The river, rugged ground, ruined buildings, burning huts, gardens, vineyards - all these and other obstacles had been safely passed in defiance of the Russian gunners and sharpshooters; now the very hills were reached, and the hardest trial of the battle came. Could human courage stand the fire from the very muzzles of the weapons and the steel of the defenders - could human strength, taxed so heavily by that desperate advance across the open that men could scarcely speak, survive that final call to mount the heights, and drive the brave and sullen greycoats off?

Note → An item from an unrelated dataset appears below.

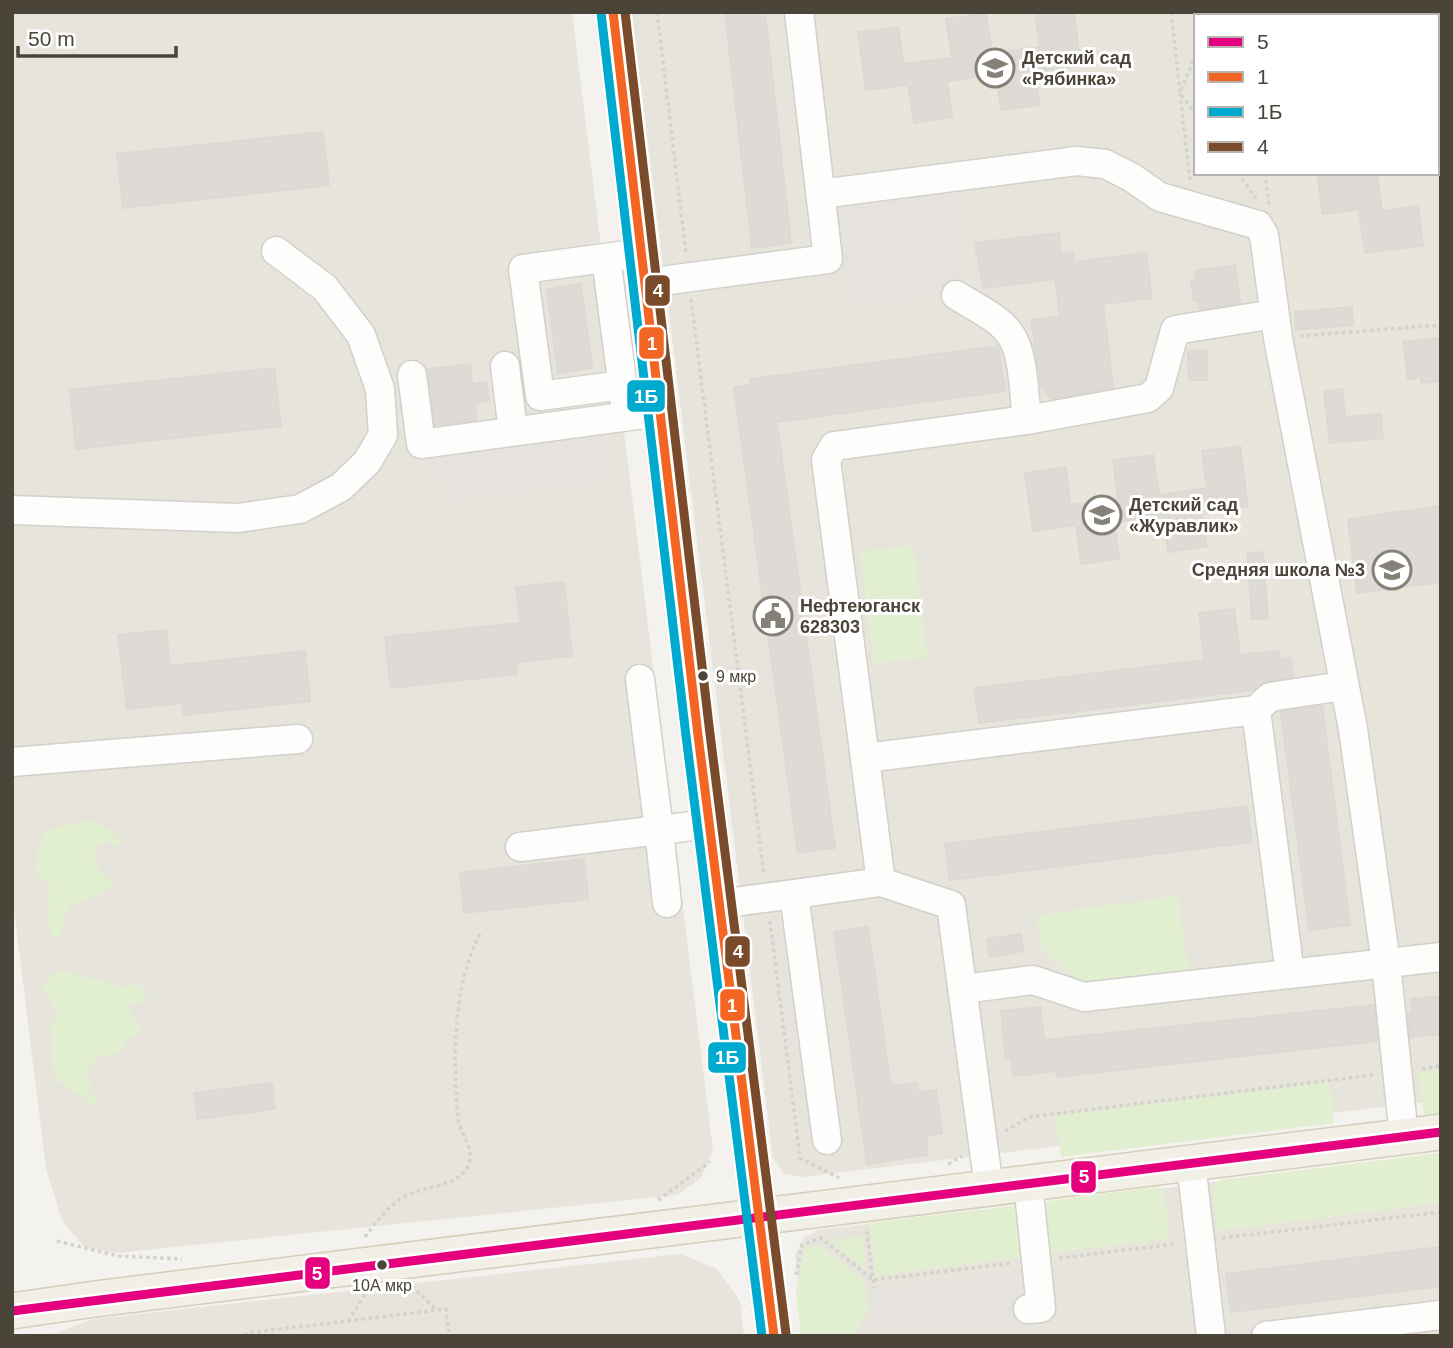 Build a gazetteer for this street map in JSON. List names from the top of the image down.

The answer was first given by one of the British regiments - the 23rd Royal Welsh Fusiliers. They stormed the Great Redoubt, the principal battery, and, with colours flying, rushed with the bayonet upon the defenders. One of the colours was planted in the earthwork by Ensign Anstruther, and in the very act of fixing it in token of a victory the gallant subaltern fell dead. The colour dropped with him, and his blood was dyeing the emblem which he had triumphantly raised.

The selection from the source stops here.